After the presidential election campaign the criminal cases on Źmicier Daškievič, Siarhiej Lisičonak, Barys Harecki and Aleh Korban were opened by Article 193-1 (establishment and management of public association, religious association or political party, which infringe on personality, rights and duties of man and did not get official registration). According to the criminal case the leader of the Young Front Źmicier Daškievič was condemned for a year and a half of general regime colony (1 November 2006).

During a year other leaders and activists of the Young Front were condemned by this article: Ivan Šyła, Nasta Pałažanka, Źmicier Chviedaruk, Alaksiej Janušeŭski, Aleh Korban, Barys Harecki, Nasta Azarka, Jarasłaŭ Hryščenia, Kaciaryna Sałaŭjova, Edward Zielankoŭ. They were punished with fines or warnings.

Some criminal proceedings were brought by the same article and did not come to trial. The criminal cases were brought on the following: Kiryl Atamančyk, Andrej Cianiuta, Arsień Jahorčanka, Siarhiej Hudzilin, Jaŭhien Vaŭkaviec, Alaksandar Čarejka. The leader of the Young Front in town Žodzin Pavał Krasoŭski was suspected of complicity in explosions in Vitebsk and committing two homicides. He was taken to investigative isolation ward, and in a month Pavał Krasoŭski was released for complete lack of evidence.

The members of the Young Front and Belarusian community consider that their friends are condemned for reasons of policy for their opposition activity. The organization held sympathetic actions with the condemned and also with those who found themselves under the criminal persecution.
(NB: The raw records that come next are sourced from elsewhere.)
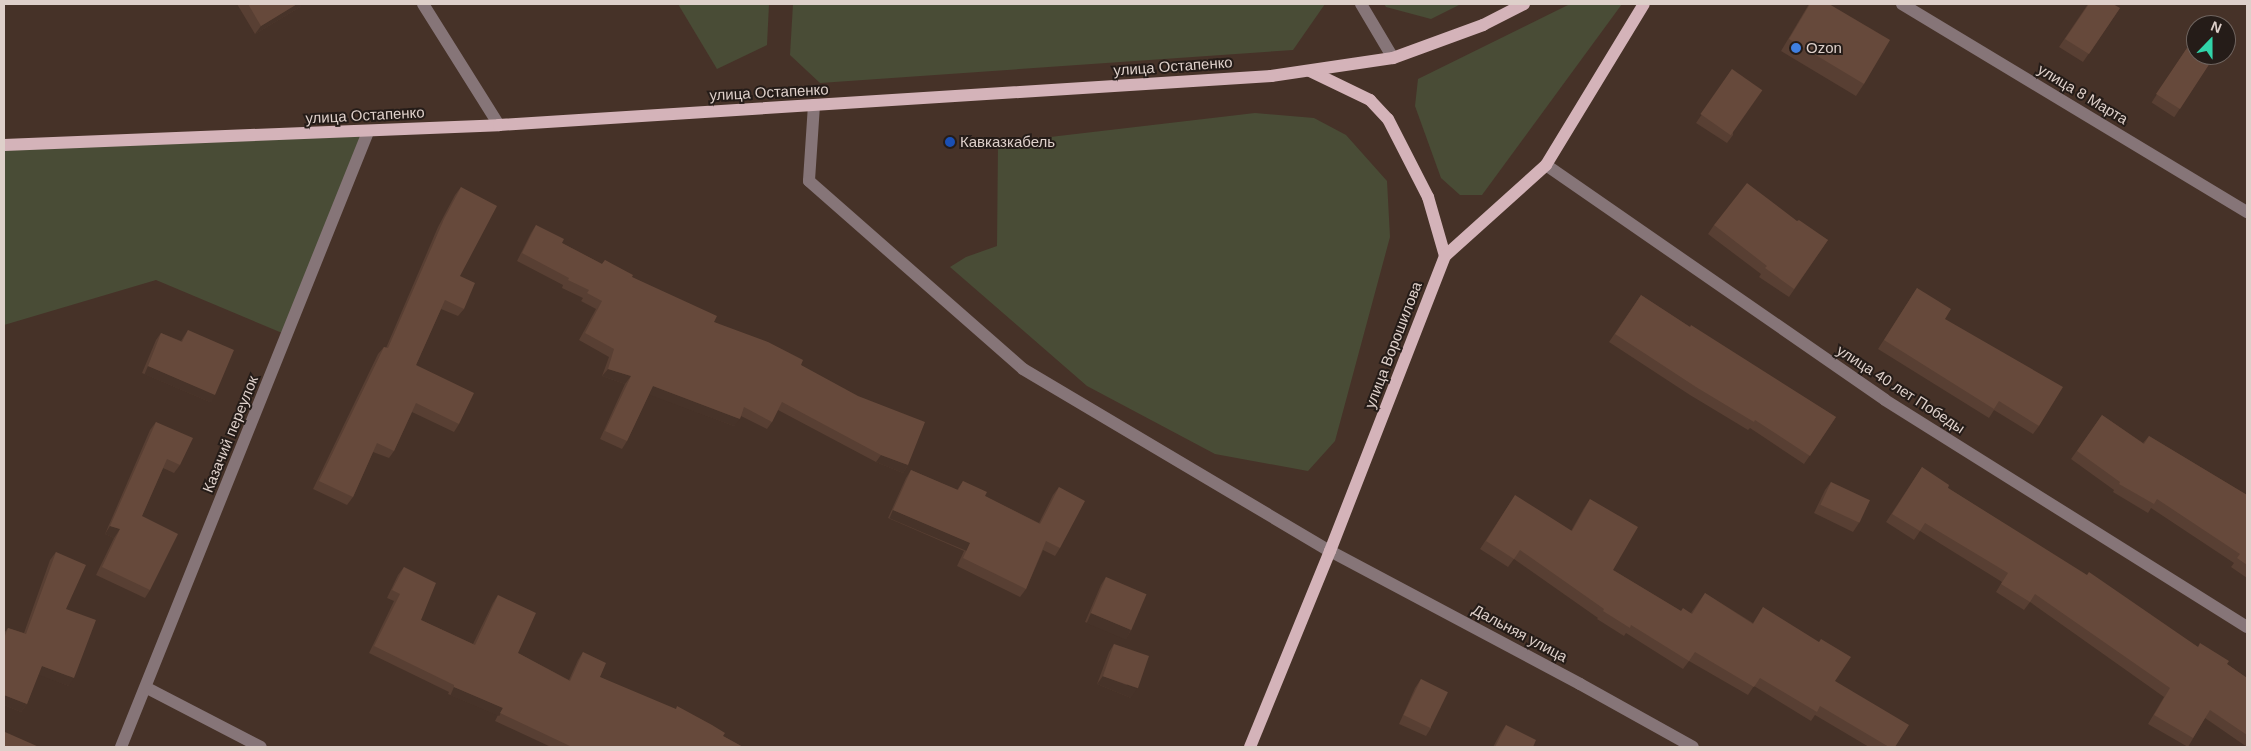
<!DOCTYPE html>
<html>
<head>
<meta charset="utf-8">
<style>
	body { margin:0 }
	#map { position:relative; width:2251px; height:751px; overflow:hidden; background:#463228; font-family:Arial,sans-serif }
	div>[style] { position:absolute }
	[style*='--x'] { left:calc(var(--x)*1px); top:calc(var(--y)*1px); width:calc(var(--w)*1px); rotate:calc(var(--a)*1deg) }
	.green>* { inset:0; background:#494c36 }
	.minor>* { height:12px; margin:-6px; padding:0 6px; transform-origin:6px; border-radius:6px; background:#867578 }
	.major>* { height:12px; margin:-6px; padding:0 6px; transform-origin:6px; border-radius:6px; background:#d4b3b9 }
	.wall>* { inset:0; background:#583f33; transform-origin:0 0 }
	.shaded-wall>* { inset:0; background:#473329; transform-origin:0 0 }
	.building>* { inset:0; background:#66493b; transform-origin:0 0 }
	.dots>* { width:14px; height:14px; translate:-50% -50%; box-sizing:border-box; border:2px solid #251c18; border-radius:50% }
	span { translate:-50% -50%; white-space:nowrap; text-align:center; line-height:1.15; -webkit-text-stroke:4px #251c18; paint-order:stroke }
	.poi-label { font-size:15px; color:#ded0ca }
	.left { translate:0 -50%; text-align:left }
	.street-label { font-size:15px; color:#ded0ca }
	.frame { position:absolute; inset:0; border:5px solid #ded0ca; pointer-events:none }
	.north { position:absolute; left:2186px; top:15px; width:50px; height:50px; box-sizing:border-box; background:#251c18; border:1px solid #6f645f; border-radius:50%; rotate:22deg; font-size:14px; font-weight:700; line-height:20px; text-align:center; color:#ded0ca }
	.north::after { content:''; display:block; margin:auto; width:18px; height:22px; background:#31d4a9; clip-path:polygon(50% 0,100% 100%,50% 72%,0 100%) }
</style>
</head>
<body>
<div id="map">
	<div class="green">
		<i style="clip-path:polygon(678px 4px,769px 4px,767px 45px,717px 69px)"></i>
		<i style="clip-path:polygon(793px 4px,1325px 4px,1293px 50px,820px 83px,790px 55px)"></i>
		<i style="clip-path:polygon(1384px 4px,1461px 4px,1431px 19px,1386px 7px)"></i>
		<i style="clip-path:polygon(1570px 4px,1622px 4px,1482px 195px,1460px 195px,1441px 178px,1415px 106px,1418px 79px)"></i>
		<i style="clip-path:polygon(1255px 113px,1314px 118px,1346px 135px,1387px 181px,1390px 237px,1335px 441px,1308px 471px,1215px 454px,1087px 386px,950px 267px,966px 257px,997px 246px,998px 143px)"></i>
		<i style="clip-path:polygon(368px 132px,287px 335px,156px 280px,4px 325px,4px 145px)"></i>
	</div>
	<div class="minor">
		<i style="--x:423;--y:4;--w:143;--a:57.9"></i>
		<i style="--x:1361;--y:4;--w:63;--a:59.3"></i>
		<i style="--x:1902;--y:4;--w:403;--a:31.1"></i>
		<i style="--x:814;--y:105;--w:76;--a:93.8"></i>
		<i style="--x:809;--y:181;--w:285;--a:41.3"></i>
		<i style="--x:1023;--y:369;--w:357;--a:30.7"></i>
		<i style="--x:1330;--y:551;--w:283;--a:28"></i>
		<i style="--x:1580;--y:684;--w:129;--a:29.1"></i>
		<i style="--x:1546;--y:165;--w:412;--a:34.7"></i>
		<i style="--x:1885;--y:400;--w:427;--a:32.1"></i>
		<i style="--x:147;--y:688;--w:128;--a:27.4"></i>
		<i style="--x:121;--y:747;--w:663;--a:-68.12"></i>
	</div>
	<div class="major">
		<i style="--x:1310;--y:71;--w:67;--a:25.8"></i>
		<i style="--x:1370;--y:100;--w:26;--a:47"></i>
		<i style="--x:1388;--y:119;--w:88;--a:62.9"></i>
		<i style="--x:1428;--y:197;--w:61;--a:73.9"></i>
		<i style="--x:4;--y:145;--w:495;--a:-2.3"></i>
		<i style="--x:499;--y:125;--w:774;--a:-3.63"></i>
		<i style="--x:1271;--y:76;--w:123;--a:-8.4"></i>
		<i style="--x:1393;--y:58;--w:96;--a:-20.1"></i>
		<i style="--x:1483;--y:25;--w:46;--a:-27.1"></i>
		<i style="--x:1250;--y:747;--w:212;--a:-67.8"></i>
		<i style="--x:1330;--y:551;--w:317;--a:-68.7"></i>
		<i style="--x:1445;--y:256;--w:136;--a:-42"></i>
		<i style="--x:1546;--y:165;--w:188;--a:-58.7"></i>
	</div>
	<div class="wall">
		<i style="clip-path:polygon(237px 4px,302px 4px,300px 7px,255px 34px)"></i>
		<i style="clip-path:polygon(1809px 4px,1829px 4px,1864px 84px,1856px 96px,1781px 51px)"></i>
		<i style="clip-path:polygon(2088px 4px,2120px 8px,2083px 62px,2059px 47px)"></i>
		<i style="left:2187px;top:48px;width:27px;height:65px;rotate:33deg"></i>
		<i style="clip-path:polygon(1732px 69px,1733px 135px,1727px 143px,1696px 123px)"></i>
		<i style="clip-path:polygon(461px 187px,460px 276px,464px 309px,458px 316px,441px 309px,416px 365px,459px 424px,454px 432px,412px 412px,394px 451px,389px 458px,373px 452px,353px 497px,347px 505px,313px 489px,378px 354px,384px 347px,386px 348px,438px 227px,455px 195px)"></i>
		<i style="clip-path:polygon(1797px 221px,1828px 240px,1789px 297px,1759px 277px,1761px 274px,1708px 234px,1714px 225px)"></i>
		<i style="clip-path:polygon(536px 225px,562px 243px,602px 264px,605px 260px,632px 277px,714px 322px,801px 365px,908px 465px,903px 473px,876px 462px,778px 410px,772px 422px,767px 429px,741px 416px,734px 426px,649px 394px,627px 441px,622px 449px,600px 439px,625px 384px,602px 376px,609px 357px,579px 340px,596px 309px,581px 301px,583px 298px,562px 288px,563px 285px,517px 261px,531px 233px)"></i>
		<i style="clip-path:polygon(1917px 288px,2039px 426px,2033px 434px,1994px 410px,1989px 418px,1878px 349px)"></i>
		<i style="clip-path:polygon(1641px 295px,1690px 327px,1836px 417px,1804px 464px,1750px 428px,1748px 430px,1690px 395px,1609px 342px)"></i>
		<i style="clip-path:polygon(188px 330px,210px 402px,142px 373px,156px 340px,161px 333px,181px 341px)"></i>
		<i style="clip-path:polygon(2102px 415px,2143px 443px,2149px 436px,2247px 495px,2247px 578px,2231px 567px,2234px 563px,2151px 508px,2148px 513px,2113px 492px,2114px 490px,2071px 459px)"></i>
		<i style="clip-path:polygon(156px 422px,180px 465px,174px 473px,163px 468px,142px 516px,150px 590px,145px 598px,96px 575px,114px 538px,105px 534px,150px 430px)"></i>
		<i style="clip-path:polygon(1922px 467px,1948px 488px,2198px 647px,2227px 664px,2247px 678px,2247px 747px,2205px 718px,2188px 747px,2148px 724px,2164px 697px,2030px 602px,2024px 610px,1996px 592px,2002px 582px,1920px 531px,1914px 540px,1886px 522px)"></i>
		<i style="clip-path:polygon(911px 470px,957px 490px,963px 481px,985px 496px,1039px 523px,1053px 495px,1059px 487px,1060px 548px,1055px 556px,1043px 550px,1026px 589px,1020px 597px,957px 566px,964px 551px,888px 518px,906px 478px)"></i>
		<i style="clip-path:polygon(1831px 482px,1859px 523px,1853px 532px,1814px 513px,1825px 490px)"></i>
		<i style="clip-path:polygon(1590px 499px,1613px 570px,1681px 611px,1691px 613px,1705px 593px,1753px 623px,1763px 607px,1835px 681px,1895px 747px,1869px 747px,1815px 715px,1811px 721px,1754px 686px,1748px 695px,1689px 661px,1683px 669px,1626px 633px,1624px 636px,1597px 619px,1598px 618px,1514px 559px,1508px 567px,1480px 549px,1510px 503px,1571px 531px,1584px 508px)"></i>
		<i style="clip-path:polygon(56px 552px,66px 609px,69px 686px,38px 674px,27px 704px,21px 712px,4px 705px,4px 633px,8px 628px,24px 633px,50px 560px)"></i>
		<i style="clip-path:polygon(404px 567px,421px 620px,473px 644px,493px 603px,498px 595px,518px 653px,569px 680px,578px 660px,583px 652px,600px 677px,723px 736px,743px 747px,551px 747px,495px 721px,498px 715px,448px 694px,449px 692px,369px 653px,394px 601px,387px 598px,398px 575px)"></i>
		<i style="clip-path:polygon(1106px 577px,1131px 630px,1126px 639px,1085px 622px,1101px 585px)"></i>
		<i style="clip-path:polygon(1114px 644px,1131px 698px,1097px 684px,1109px 652px)"></i>
		<i style="clip-path:polygon(1421px 679px,1431px 728px,1426px 736px,1399px 724px,1415px 688px)"></i>
		<i style="clip-path:polygon(1506px 725px,1533px 747px,1493px 747px,1500px 734px)"></i>
	</div>
	<div class="shaded-wall">
		<i style="clip-path:polygon(297px 4px,302px 4px,300px 7px,255px 34px,261px 26px)"></i>
		<i style="left:148px;top:366px;width:73px;height:9px;rotate:23deg"></i>
		<i style="clip-path:polygon(608px 369px,631px 376px,625px 384px,602px 376px)"></i>
		<i style="clip-path:polygon(653px 386px,740px 419px,734px 426px,647px 394px)"></i>
		<i style="clip-path:polygon(881px 455px,908px 465px,903px 473px,876px 462px)"></i>
		<i style="left:893px;top:510px;width:84px;height:9px;rotate:23deg"></i>
		<i style="clip-path:polygon(110px 526px,120px 529px,114px 538px,105px 534px)"></i>
		<i style="left:1091px;top:613px;width:43px;height:11px;rotate:23deg"></i>
		<i style="clip-path:polygon(42px 666px,74px 678px,69px 686px,36px 674px)"></i>
		<i style="clip-path:polygon(1103px 676px,1137px 689px,1131px 698px,1097px 684px)"></i>
		<i style="left:454px;top:687px;width:53px;height:9px;rotate:23deg"></i>
		<i style="clip-path:polygon(4px 695px,27px 704px,21px 712px,4px 705px)"></i>
	</div>
	<div class="building">
		<i style="clip-path:polygon(248px 4px,297px 4px,261px 26px)"></i>
		<i style="clip-path:polygon(1810px 4px,1829px 4px,1890px 40px,1864px 84px,1789px 39px)"></i>
		<i style="clip-path:polygon(2089px 4px,2113px 4px,2120px 8px,2089px 54px,2065px 39px)"></i>
		<i style="clip-path:polygon(2187px 48px,2196px 54px,2196px 55px,2198px 55px,2210px 63px,2180px 109px,2156px 94px)"></i>
		<i style="left:1732px;top:69px;width:37px;height:55px;rotate:35deg"></i>
		<i style="clip-path:polygon(1747px 183px,1797px 221px,1799px 220px,1828px 240px,1794px 289px,1765px 268px,1767px 266px,1714px 225px)"></i>
		<i style="clip-path:polygon(461px 187px,497px 206px,460px 276px,475px 283px,464px 309px,445px 300px,416px 365px,474px 393px,459px 424px,416px 403px,394px 451px,377px 443px,353px 497px,319px 481px,384px 347px,388px 348px,444px 219px)"></i>
		<i style="clip-path:polygon(536px 225px,564px 239px,562px 243px,602px 264px,605px 260px,633px 275px,632px 277px,717px 316px,714px 322px,768px 342px,803px 360px,801px 365px,858px 396px,925px 422px,908px 465px,881px 455px,782px 402px,772px 422px,744px 407px,740px 419px,653px 386px,627px 441px,605px 431px,631px 376px,608px 369px,614px 349px,585px 333px,602px 301px,587px 293px,589px 290px,568px 280px,569px 278px,522px 253px)"></i>
		<i style="clip-path:polygon(1917px 288px,1951px 309px,1945px 319px,2063px 387px,2039px 426px,1999px 401px,1994px 409px,1884px 340px)"></i>
		<i style="clip-path:polygon(1641px 295px,1690px 327px,1691px 325px,1836px 417px,1810px 456px,1755px 420px,1754px 422px,1696px 387px,1615px 334px)"></i>
		<i style="clip-path:polygon(188px 330px,234px 350px,215px 395px,148px 366px,161px 333px,182px 342px)"></i>
		<i style="clip-path:polygon(2102px 415px,2144px 444px,2149px 436px,2247px 495px,2247px 565px,2237px 558px,2240px 554px,2157px 499px,2154px 504px,2119px 484px,2120px 482px,2077px 451px)"></i>
		<i style="clip-path:polygon(156px 422px,193px 438px,180px 465px,167px 459px,142px 516px,178px 534px,150px 590px,102px 567px,120px 529px,110px 526px)"></i>
		<i style="clip-path:polygon(1922px 467px,1949px 485px,1948px 488px,2087px 575px,2089px 572px,2198px 647px,2200px 643px,2229px 661px,2227px 664px,2247px 678px,2247px 735px,2210px 710px,2193px 738px,2154px 715px,2170px 688px,2035px 594px,2030px 602px,2001px 584px,2008px 573px,1925px 523px,1920px 531px,1892px 514px)"></i>
		<i style="clip-path:polygon(911px 470px,958px 490px,963px 481px,987px 492px,985px 496px,1040px 524px,1059px 487px,1085px 501px,1060px 548px,1046px 541px,1026px 589px,963px 558px,970px 543px,893px 510px)"></i>
		<i style="left:1831px;top:482px;width:43px;height:25px;rotate:25deg"></i>
		<i style="clip-path:polygon(1515px 495px,1572px 531px,1590px 499px,1638px 527px,1613px 570px,1681px 611px,1683px 608px,1692px 614px,1705px 593px,1753px 624px,1763px 607px,1819px 642px,1821px 639px,1851px 657px,1835px 681px,1909px 725px,1895px 747px,1889px 747px,1820px 706px,1817px 712px,1760px 678px,1754px 687px,1695px 652px,1689px 661px,1631px 625px,1630px 628px,1603px 611px,1604px 609px,1520px 550px,1514px 559px,1486px 541px)"></i>
		<i style="clip-path:polygon(56px 552px,86px 565px,66px 609px,96px 620px,74px 678px,42px 666px,27px 704px,4px 695px,4px 638px,8px 628px,26px 634px)"></i>
		<i style="clip-path:polygon(404px 567px,436px 583px,421px 620px,475px 645px,498px 595px,536px 613px,518px 653px,570px 681px,583px 652px,606px 663px,600px 677px,676px 709px,677px 706px,712px 725px,725px 733px,723px 736px,743px 747px,572px 747px,500px 713px,503px 708px,454px 687px,454px 685px,374px 646px,400px 594px,392px 590px)"></i>
		<i style="left:1106px;top:577px;width:44px;height:39px;rotate:23deg"></i>
		<i style="left:1114px;top:644px;width:37px;height:34px;rotate:19deg"></i>
		<i style="left:1421px;top:679px;width:30px;height:40px;rotate:26deg"></i>
		<i style="clip-path:polygon(1506px 725px,1536px 740px,1533px 747px,1495px 747px)"></i>
		<i style="clip-path:polygon(5px 732px,39px 747px,4px 747px,4px 735px)"></i>
	</div>
	<div class="dots">
		<i style="left:1796px;top:48px;background:#3f7fe0"></i>
		<i style="left:950px;top:142px;background:#1a4fb4"></i>
	</div>
	<div class="poi-label">
		<span class="left" style="left:1806px;top:48px">Ozon</span>
		<span class="left" style="left:960px;top:142px">Кавказкабель</span>
	</div>
	<div class="street-label">
		<span style="left:1173px;top:66px;rotate:-4deg">улица Остапенко</span>
		<span style="left:769px;top:92px;rotate:-3deg">улица Остапенко</span>
		<span style="left:2083px;top:94px;rotate:31deg">улица 8 Марта</span>
		<span style="left:365px;top:115px;rotate:-3deg">улица Остапенко</span>
		<span style="left:1393px;top:345px;rotate:-69deg">улица Ворошилова</span>
		<span style="left:1901px;top:389px;rotate:33deg">улица 40 лет Победы</span>
		<span style="left:230px;top:434px;rotate:-68deg">Казачий переулок</span>
		<span style="left:1520px;top:633px;rotate:28deg">Дальняя улица</span>
	</div>
	<div class="frame"></div>
	<div class="north">N</div>
</div>
</body>
</html>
In solidarity with the Young Front such outstanding politicians as Alaksandar Milinkievič, Anatol Labiedźka. After the discharge Alaksandar Kazulin became an honorable member of the Young Front.

Due to strong campaign of solidarity with the chairman of the Young Front Źmicier Daškievič he was discharged for 1.5 months before the given time. Mentioning the willingness "to sacrifice personal freedom, health and even life in the name of his own ideals" Belarusian daily newspaper Nasha Niva named Źmicier Daškievič "The Man of 2007". The activists of the movement believe that the aforesaid is the proof of the fact that the Belarusian regime suffered a defeat in the trials to bring to a stop the youth movement.